Beheerplan openbare verlichting 2014 - 2017
15
Ad 1. De oudste variant, de negen richtingen kast, staat altijd gecombineerd met een Liander laagspanningsstation. Beperkingen zijn: - de energiemeter zit in de laagspanningsruimte, waardoor de gemeente niet zelfstandig de meter op kan nemen/aflezen - de besturingsrelais zitten in de laagspanningsruimte waardoor bij storingen Liander ingeschakeld moet worden (vertraging) - de negen richtingen kasten hebben geen ruimte voor het bijplaatsen van moderne besturingssystemen - de polyester schuifdeksel sluit lastig en is kwetsbaar. Ad 2. De tweede variant, de stalen kast met schuifdeksel, hoeft niet fysiek bij een Liander laagspanningsstation te staan. De energiemeter en besturingsrelais zitten ingebouwd. Dit geeft de mogelijkheid ze te plaatsen op de meest gunstige plek, met technische en economische voordelen. Beperkingen zijn: - er zit niet of nauwelijks ruimte in de kast voor het bijplaatsen van moderne besturingssystemen - het stalen schuifdeksel sluit lastig en is kwetsbaar - de constructie van de behuizing is matig van kwaliteit en daardoor kwetsbaar.
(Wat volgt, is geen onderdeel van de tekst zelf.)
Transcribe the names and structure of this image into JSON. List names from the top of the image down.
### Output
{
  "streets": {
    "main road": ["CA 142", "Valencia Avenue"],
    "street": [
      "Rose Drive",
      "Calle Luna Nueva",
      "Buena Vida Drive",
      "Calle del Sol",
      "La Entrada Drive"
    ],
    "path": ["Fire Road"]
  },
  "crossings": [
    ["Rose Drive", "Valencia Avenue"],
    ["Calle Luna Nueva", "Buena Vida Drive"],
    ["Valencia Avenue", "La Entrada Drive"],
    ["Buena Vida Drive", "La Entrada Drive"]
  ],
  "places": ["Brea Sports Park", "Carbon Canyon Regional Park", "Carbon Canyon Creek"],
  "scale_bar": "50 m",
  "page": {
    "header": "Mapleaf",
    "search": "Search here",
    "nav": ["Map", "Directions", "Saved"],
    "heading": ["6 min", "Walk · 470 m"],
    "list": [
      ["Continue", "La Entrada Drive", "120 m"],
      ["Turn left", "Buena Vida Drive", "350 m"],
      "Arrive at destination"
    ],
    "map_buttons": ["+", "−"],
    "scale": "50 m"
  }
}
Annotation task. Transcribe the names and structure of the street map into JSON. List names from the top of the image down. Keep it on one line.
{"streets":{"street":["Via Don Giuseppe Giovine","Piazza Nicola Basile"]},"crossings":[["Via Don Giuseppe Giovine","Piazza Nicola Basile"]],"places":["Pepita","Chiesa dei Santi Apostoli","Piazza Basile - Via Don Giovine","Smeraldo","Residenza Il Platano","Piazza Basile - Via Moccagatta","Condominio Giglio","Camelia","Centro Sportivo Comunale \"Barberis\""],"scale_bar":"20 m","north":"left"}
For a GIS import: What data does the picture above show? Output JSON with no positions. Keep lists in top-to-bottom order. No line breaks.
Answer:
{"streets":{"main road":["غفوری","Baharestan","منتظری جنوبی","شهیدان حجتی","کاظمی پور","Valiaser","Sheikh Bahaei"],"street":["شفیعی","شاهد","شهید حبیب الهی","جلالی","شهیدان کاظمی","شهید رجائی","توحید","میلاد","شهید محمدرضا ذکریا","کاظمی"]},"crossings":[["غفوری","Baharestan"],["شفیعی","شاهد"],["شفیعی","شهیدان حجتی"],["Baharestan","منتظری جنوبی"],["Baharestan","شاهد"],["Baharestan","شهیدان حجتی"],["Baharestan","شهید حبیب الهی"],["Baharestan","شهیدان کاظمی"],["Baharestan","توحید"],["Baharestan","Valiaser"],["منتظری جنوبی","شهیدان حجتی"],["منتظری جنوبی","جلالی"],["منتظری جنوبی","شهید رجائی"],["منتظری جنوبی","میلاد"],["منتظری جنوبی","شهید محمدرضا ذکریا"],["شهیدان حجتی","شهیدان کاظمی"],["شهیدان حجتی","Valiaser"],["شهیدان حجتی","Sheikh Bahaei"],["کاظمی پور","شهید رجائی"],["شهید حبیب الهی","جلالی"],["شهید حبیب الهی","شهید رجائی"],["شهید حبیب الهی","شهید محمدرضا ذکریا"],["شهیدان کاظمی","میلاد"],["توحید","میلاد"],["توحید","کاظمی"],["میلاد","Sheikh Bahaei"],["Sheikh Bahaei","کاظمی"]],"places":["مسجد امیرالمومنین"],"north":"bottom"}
Ad 3. De derde variant, de stalen kast met deur, heeft de beperkingen van variant 1 en 2 niet. De kans is daardoor groot dat in de zeer nabije toekomst, zodra overgestapt moet worden naar nieuwe besturingssystemen, de varianten 1 en 2 uitgefaseerd moeten worden. 3.3.4.
Kabelnet
Het kabelnet voor OVL in Heerhugowaard onderscheidt zich in twee hoofdgroepen: 1. het gemeentelijk OVL net, ook wel solonet genoemd, 2. de distributiekabel met OVL-aders van Liander, ook wel combinet genoemd. De kwaliteit van het kabelnet moet goed zijn omdat bij storingen meestal grote delen van een wijk of buurt in het donker komen te zitten, met sociale- en verkeersonveiligheid tot gevolg. Om die reden is gemeente Heerhugowaard rond 1975 bij nieuwbouwprojecten overgestapt op solonet. Dit is in de loop der jaren een zeer goede keuze gebleken. Bekend zijn de ontwikkelingen bij de netbeheerders, die ertoe hebben geleid dat het herstellen van storingen in de OVL aders van het distributinet een steeds lagere prioriteit heeft gekregen. Distributie van energie naar grote afnemers is voor de beheerders nog steeds de kerntaak. Daarbij komt dat door aanscherping van de BEI (bedrijfsvoering elektrische installaties van de netbeheerder), voor bijvoorbeeld het afkoppelen van een lichtmast op combinet, de kosten vele malen hoger zijn komen te liggen dan dezelfde ingreep in solonet. Onze conclusie is dat het combinet door deze ontwikkelingen ongeschikt is geworden voor OVL. Het solonet blijkt zeer doelmatig en doeltreffend te zijn ten opzichte van het combinet. Zowel bij nieuwaanleg, bij kabelsanering en gedurende 60 jaar exploitatie liggen de kosten van solonet beduidend lager.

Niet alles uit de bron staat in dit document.